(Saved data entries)
========
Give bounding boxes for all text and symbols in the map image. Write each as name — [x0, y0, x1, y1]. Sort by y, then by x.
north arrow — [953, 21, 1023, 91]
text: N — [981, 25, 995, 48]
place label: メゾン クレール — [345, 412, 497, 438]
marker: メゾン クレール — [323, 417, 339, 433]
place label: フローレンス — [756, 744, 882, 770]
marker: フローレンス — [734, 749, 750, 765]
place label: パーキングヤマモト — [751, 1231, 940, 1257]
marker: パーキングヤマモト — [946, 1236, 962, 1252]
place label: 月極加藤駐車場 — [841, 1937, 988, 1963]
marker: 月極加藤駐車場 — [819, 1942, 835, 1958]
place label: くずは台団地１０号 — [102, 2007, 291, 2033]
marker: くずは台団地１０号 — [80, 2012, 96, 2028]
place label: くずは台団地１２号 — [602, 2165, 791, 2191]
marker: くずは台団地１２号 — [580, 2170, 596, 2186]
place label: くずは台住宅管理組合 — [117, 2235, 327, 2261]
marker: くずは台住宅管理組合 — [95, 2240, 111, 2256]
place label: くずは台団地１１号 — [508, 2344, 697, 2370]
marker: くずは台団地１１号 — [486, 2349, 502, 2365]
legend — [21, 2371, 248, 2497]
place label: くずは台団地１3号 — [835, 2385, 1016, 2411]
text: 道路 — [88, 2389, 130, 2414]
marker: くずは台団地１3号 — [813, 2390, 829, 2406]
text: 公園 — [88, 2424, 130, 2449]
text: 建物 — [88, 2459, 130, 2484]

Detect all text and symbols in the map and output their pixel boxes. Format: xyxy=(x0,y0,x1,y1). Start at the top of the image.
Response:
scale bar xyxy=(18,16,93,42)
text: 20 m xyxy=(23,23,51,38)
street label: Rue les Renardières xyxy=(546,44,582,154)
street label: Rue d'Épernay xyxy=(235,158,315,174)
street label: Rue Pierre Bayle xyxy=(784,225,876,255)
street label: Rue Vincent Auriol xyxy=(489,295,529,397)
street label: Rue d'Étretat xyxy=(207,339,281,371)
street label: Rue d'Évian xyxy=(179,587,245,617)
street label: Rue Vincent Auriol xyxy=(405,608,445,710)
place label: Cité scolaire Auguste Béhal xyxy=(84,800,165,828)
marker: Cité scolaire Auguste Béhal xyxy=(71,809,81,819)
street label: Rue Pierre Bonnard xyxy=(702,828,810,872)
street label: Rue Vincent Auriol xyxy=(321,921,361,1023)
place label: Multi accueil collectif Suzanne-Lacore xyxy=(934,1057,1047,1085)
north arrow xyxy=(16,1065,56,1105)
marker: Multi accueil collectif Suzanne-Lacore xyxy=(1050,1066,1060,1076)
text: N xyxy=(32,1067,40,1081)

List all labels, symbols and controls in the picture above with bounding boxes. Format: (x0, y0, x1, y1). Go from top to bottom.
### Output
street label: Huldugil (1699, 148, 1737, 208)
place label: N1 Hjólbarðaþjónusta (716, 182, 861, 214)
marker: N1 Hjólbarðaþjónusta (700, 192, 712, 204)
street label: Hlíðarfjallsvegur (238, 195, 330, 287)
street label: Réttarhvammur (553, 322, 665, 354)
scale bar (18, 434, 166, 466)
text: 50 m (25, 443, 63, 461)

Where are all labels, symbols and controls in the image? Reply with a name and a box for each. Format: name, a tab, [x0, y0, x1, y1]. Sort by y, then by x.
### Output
========
## Your task
Here, the records must be output exactly and in full.

## Answer area
Give bounding boxes for all text and symbols in the map image. Write each as name — [x0, y0, x1, y1]. Sort by y, then by x.
north arrow — [953, 21, 1023, 91]
text: N — [981, 25, 995, 48]
place label: メゾン クレール — [345, 412, 497, 438]
marker: メゾン クレール — [323, 417, 339, 433]
place label: フローレンス — [756, 744, 882, 770]
marker: フローレンス — [734, 749, 750, 765]
place label: パーキングヤマモト — [751, 1231, 940, 1257]
marker: パーキングヤマモト — [946, 1236, 962, 1252]
place label: 月極加藤駐車場 — [841, 1937, 988, 1963]
marker: 月極加藤駐車場 — [819, 1942, 835, 1958]
place label: くずは台団地１０号 — [102, 2007, 291, 2033]
marker: くずは台団地１０号 — [80, 2012, 96, 2028]
place label: くずは台団地１２号 — [602, 2165, 791, 2191]
marker: くずは台団地１２号 — [580, 2170, 596, 2186]
place label: くずは台住宅管理組合 — [117, 2235, 327, 2261]
marker: くずは台住宅管理組合 — [95, 2240, 111, 2256]
place label: くずは台団地１１号 — [508, 2344, 697, 2370]
marker: くずは台団地１１号 — [486, 2349, 502, 2365]
legend — [21, 2371, 248, 2497]
place label: くずは台団地１3号 — [835, 2385, 1016, 2411]
text: 道路 — [88, 2389, 130, 2414]
marker: くずは台団地１3号 — [813, 2390, 829, 2406]
text: 公園 — [88, 2424, 130, 2449]
text: 建物 — [88, 2459, 130, 2484]

Detect all text and symbols in the map and output their pixel boxes. Format: xyxy=(x0,y0,x1,y1). Start at the top of the image.
Response:
scale bar xyxy=(18,16,93,42)
text: 20 m xyxy=(23,23,51,38)
street label: Rue les Renardières xyxy=(546,44,582,154)
street label: Rue d'Épernay xyxy=(235,158,315,174)
street label: Rue Pierre Bayle xyxy=(784,225,876,255)
street label: Rue Vincent Auriol xyxy=(489,295,529,397)
street label: Rue d'Étretat xyxy=(207,339,281,371)
street label: Rue d'Évian xyxy=(179,587,245,617)
street label: Rue Vincent Auriol xyxy=(405,608,445,710)
place label: Cité scolaire Auguste Béhal xyxy=(84,800,165,828)
marker: Cité scolaire Auguste Béhal xyxy=(71,809,81,819)
street label: Rue Pierre Bonnard xyxy=(702,828,810,872)
street label: Rue Vincent Auriol xyxy=(321,921,361,1023)
place label: Multi accueil collectif Suzanne-Lacore xyxy=(934,1057,1047,1085)
north arrow xyxy=(16,1065,56,1105)
marker: Multi accueil collectif Suzanne-Lacore xyxy=(1050,1066,1060,1076)
text: N xyxy=(32,1067,40,1081)

List all labels, symbols and controls in the picture above with bounding boxes. Format: (x0, y0, x1, y1). Go from top to bottom.
### Output
street label: Huldugil (1699, 148, 1737, 208)
place label: N1 Hjólbarðaþjónusta (716, 182, 861, 214)
marker: N1 Hjólbarðaþjónusta (700, 192, 712, 204)
street label: Hlíðarfjallsvegur (238, 195, 330, 287)
street label: Réttarhvammur (553, 322, 665, 354)
scale bar (18, 434, 166, 466)
text: 50 m (25, 443, 63, 461)

Where are all labels, symbols and controls in the image? Reply with a name and a box for each. Format: name, a tab, [x0, y0, x1, y1]. Sort by y, then by x.
### Output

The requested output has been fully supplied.